Some time ago this was understandable, what with the goods on sale at a ‘market’ being the easiest way to fully understand the idiosyncrasies of that specific location and thus allow the first steps of immersing yourself in them. But that was in a time when a ‘market’ sold local delicacies or the teeth from animals that had been slaughtered by the local Chief or indeed an hour with one of the aforementioned Chief’s daughters. Unfortunately all markets (globally) now simply sell cheap looking banksy prints, old vinyl, hummuos and some sort of local fruit juice that is actually Robinsons squash diluted to varying degrees.
Broadway Market in South Hackney epitomises the most effective way of leveraging the inherent desire for humans to congregate at ‘markets’ to create a whole micro economy (granted the Medina in Marrakesh may well dispute this). What this means is a collection of public houses strewn along its outskirts that have ultimately gentrified in direct correlation to the market serving as a place to buy things you need to a place to look at things you could never have use for.
The dove sits smack in the middle of the market and is a charismatic boozer in that it has forgone temptation to turn itself into some sort of hellish over stylised space and has stuck with the fundamentals that allow places to retain the character that the staff do their best to inadvertently claw away at.
There is an excessively large amount of beers available, a rather clever way to distance yourself from wetherspoons and then allow yourself to price beers in the same bracket as vintage wine.
All in all this is the sort of establishment that would rather you soiled yourself at the bar then dare ask for a round of ‘flaming sambuccas’, which though commendable means one effectively looks through the lavish menu of foreign beers and ale’s, gets flustered and invariably asks for a bottle of becks much to the chagrin of the surrounding 20 punters.
The toilets are unisex.

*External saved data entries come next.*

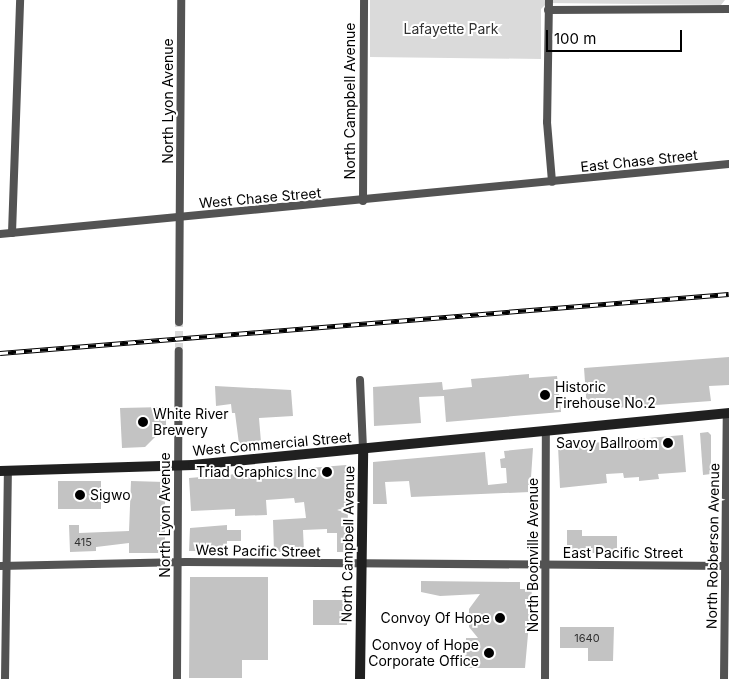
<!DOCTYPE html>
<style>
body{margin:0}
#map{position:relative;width:729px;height:679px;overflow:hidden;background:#fff;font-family:Inter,sans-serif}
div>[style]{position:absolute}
.green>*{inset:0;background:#dadada}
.building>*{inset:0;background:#c3c3c3;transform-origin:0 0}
.street-tunnel>*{height:8px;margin-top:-4px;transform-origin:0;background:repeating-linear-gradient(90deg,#d9d9d9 0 8px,transparent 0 12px)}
.street>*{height:8px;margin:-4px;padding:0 4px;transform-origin:4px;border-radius:4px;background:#535353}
.secondary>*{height:10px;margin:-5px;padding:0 5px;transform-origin:5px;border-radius:5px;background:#202020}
.rail>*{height:4.5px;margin-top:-2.25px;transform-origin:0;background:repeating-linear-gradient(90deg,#fff 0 8px,#000 0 16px);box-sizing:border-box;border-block:1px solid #000}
.dots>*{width:14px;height:14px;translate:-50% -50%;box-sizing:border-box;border:2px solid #fff;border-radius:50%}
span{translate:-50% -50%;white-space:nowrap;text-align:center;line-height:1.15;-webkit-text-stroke:4px #fff;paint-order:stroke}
.number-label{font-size:11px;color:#313131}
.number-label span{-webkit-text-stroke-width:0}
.park-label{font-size:14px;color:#313131}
.street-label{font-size:14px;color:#000}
.poi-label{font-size:14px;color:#000}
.left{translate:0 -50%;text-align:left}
.right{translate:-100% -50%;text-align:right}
.scale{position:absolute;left:546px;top:30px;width:136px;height:22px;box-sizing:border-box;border:2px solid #000;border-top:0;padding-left:6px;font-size:15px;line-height:18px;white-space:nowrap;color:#000;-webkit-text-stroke:4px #fff;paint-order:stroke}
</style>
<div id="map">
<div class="green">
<i style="clip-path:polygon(370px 0,725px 0,721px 5px,547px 3px,541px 9px,541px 59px,370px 57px)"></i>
</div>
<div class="building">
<i style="clip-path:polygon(729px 357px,729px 385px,709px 386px,711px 401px,587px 410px,584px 368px)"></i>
<i style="clip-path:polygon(529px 374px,529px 378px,557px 376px,561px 412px,446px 422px,444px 396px,419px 397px,421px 423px,374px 426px,373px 387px,442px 382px,443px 390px,461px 388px,472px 387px,471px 379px)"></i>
<i style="clip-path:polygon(215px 386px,291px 390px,293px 416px,259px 418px,261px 442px,239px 444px,235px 413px,232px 413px,231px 404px,216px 406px)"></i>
<i style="clip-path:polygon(166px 407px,166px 435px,157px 435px,145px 447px,122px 448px,120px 408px)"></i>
<i style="clip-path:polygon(708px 432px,711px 435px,711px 474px,703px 475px,700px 433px)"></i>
<i style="clip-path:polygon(683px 435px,686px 472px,658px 474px,659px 479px,639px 481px,639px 477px,624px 478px,623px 473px,606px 474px,607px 483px,560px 488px,558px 446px)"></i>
<i style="clip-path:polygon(533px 448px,530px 492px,411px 497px,409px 481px,385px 482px,387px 504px,373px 504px,373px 462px,485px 452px,488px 485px,507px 483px,506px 468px,501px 468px,500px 459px,505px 458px,504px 451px)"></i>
<i style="clip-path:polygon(346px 465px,349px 467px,347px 552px,337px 552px,337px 533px,327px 533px,327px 529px,303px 530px,304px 552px,274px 552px,273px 520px,306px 518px,304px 502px,295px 503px,294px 498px,266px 500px,267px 515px,235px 516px,235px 509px,191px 511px,189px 478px)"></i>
<i style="left:101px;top:481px;width:28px;height:43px;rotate:90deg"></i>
<i style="clip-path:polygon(131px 481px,165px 482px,165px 553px,129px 553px,129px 543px,96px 547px,96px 551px,70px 552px,69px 525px,79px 525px,79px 533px,129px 531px)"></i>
<i style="clip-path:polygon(227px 525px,227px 530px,241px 530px,241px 541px,227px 541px,227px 551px,189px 551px,190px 528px)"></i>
<i style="clip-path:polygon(567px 530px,582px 530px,582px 536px,617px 536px,617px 553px,567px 553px)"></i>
<i style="clip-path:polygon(190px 577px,268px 577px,268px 660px,242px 660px,242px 678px,189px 678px)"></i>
<i style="clip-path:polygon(421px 581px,520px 582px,520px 589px,532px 589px,525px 668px,465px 668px,466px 638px,478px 638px,469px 627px,469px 609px,480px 594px,440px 596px,421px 592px)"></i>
<i style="left:313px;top:600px;width:34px;height:25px"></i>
<i style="clip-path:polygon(560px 627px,614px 627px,613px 661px,588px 661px,588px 648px,560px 648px)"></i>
</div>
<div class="street-tunnel">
<i style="left:179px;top:351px;width:29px;rotate:-90deg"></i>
</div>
<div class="street">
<i style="left:549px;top:0;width:122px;rotate:90.9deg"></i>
<i style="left:547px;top:122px;width:60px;rotate:85.2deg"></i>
<i style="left:548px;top:10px;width:181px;rotate:-0.3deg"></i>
<i style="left:363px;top:201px;width:201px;rotate:-89.7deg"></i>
<i style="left:12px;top:233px;width:233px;rotate:-88deg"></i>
<i style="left:0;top:234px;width:732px;rotate:-5.48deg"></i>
<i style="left:179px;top:322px;width:322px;rotate:-89.6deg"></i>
<i style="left:360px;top:380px;width:70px;rotate:87.5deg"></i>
<i style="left:0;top:566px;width:186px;rotate:-1.2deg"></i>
<i style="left:186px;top:562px;width:543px;rotate:0.42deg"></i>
<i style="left:5px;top:679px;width:208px;rotate:-89.2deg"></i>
<i style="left:177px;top:679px;width:328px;rotate:-89.7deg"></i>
<i style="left:545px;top:679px;width:247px;rotate:-89.8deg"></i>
<i style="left:724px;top:679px;width:266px;rotate:-89.4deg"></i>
</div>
<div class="secondary">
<i style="left:0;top:471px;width:193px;rotate:-1.8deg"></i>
<i style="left:193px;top:465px;width:539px;rotate:-5.54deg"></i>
<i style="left:360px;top:679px;width:229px;rotate:-89.2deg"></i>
</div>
<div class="rail">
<i style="left:0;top:353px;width:731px;rotate:-4.63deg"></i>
</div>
<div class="dots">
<i style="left:545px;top:395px;background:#000"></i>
<i style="left:143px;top:422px;background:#000"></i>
<i style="left:668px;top:443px;background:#000"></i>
<i style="left:327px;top:472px;background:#000"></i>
<i style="left:80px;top:495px;background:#000"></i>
<i style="left:500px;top:618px;background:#000"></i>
<i style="left:489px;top:653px;background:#000"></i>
</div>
<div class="number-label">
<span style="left:83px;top:542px">415</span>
<span style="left:587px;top:638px">1640</span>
</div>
<div class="park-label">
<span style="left:451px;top:29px">Lafayette Park</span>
</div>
<div class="street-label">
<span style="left:168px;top:101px;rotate:-90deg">North Lyon Avenue</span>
<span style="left:350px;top:101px;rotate:-90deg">North Campbell Avenue</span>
<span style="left:639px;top:161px;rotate:-6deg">East Chase Street</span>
<span style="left:260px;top:198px;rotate:-5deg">West Chase Street</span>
<span style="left:272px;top:444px;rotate:-5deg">West Commercial Street</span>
<span style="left:165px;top:515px;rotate:-90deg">North Lyon Avenue</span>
<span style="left:348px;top:544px;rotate:-89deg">North Campbell Avenue</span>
<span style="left:713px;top:546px;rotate:-89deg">North Robberson Avenue</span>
<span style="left:258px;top:551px;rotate:1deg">West Pacific Street</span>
<span style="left:623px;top:553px">East Pacific Street</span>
<span style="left:533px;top:555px;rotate:-90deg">North Boonville Avenue</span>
</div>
<div class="poi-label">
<span class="left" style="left:555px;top:395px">Historic<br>Firehouse No.2</span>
<span class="left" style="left:153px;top:422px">White River<br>Brewery</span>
<span class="right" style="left:658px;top:443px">Savoy Ballroom</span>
<span class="right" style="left:317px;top:472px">Triad Graphics Inc</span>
<span class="left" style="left:90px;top:495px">Sigwo</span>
<span class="right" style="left:490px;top:618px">Convoy Of Hope</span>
<span class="right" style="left:479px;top:653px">Convoy of Hope<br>Corporate Office</span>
</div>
<div class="scale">100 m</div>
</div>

This might seem revolutionary, or endearingly modern, which at Fabric nightclub – where the toilets simply serve as another arena, it is, but in a pub this is simply unacceptable.
The sanctity of the toilet, whether it be where women whack on more slap and moan about everything or where men stand in silence and enjoy the urinal fresh refuge from social norms and requirements, is something that must remain as a basic human right. What instead you have in the Dove is both sexes awkwardly shuffling next to each other, upholding all the social assumptions that the toilets are supposed to give you a hiatus from, them being things such as men not looking in mirrors or caring about their appearance and women not actually going to the toilet. In effect all mystery is removed and thus the experience becomes very transient as one tries there best to ensure that the status quo on how the sexes behave is upheld.
There must be the occasional, soul sapping break free from this by someone, but I imagine they then stay in the cubicle waiting for at least two whole new sets of toilet dwellers to come and go to ensure anonymity, even if this means the people they are with start to assume they are dead.
The Porcelain Gentleman:
It’s a relatively dark experience in terms of both lux levels and the fear of doing anything that isn’t washing one’s hands in silence. Which is a great shame given that this is a pub to be admired and indulged. A toilet though, is ultimately about comfort which is impossible under such conditions – 3/10.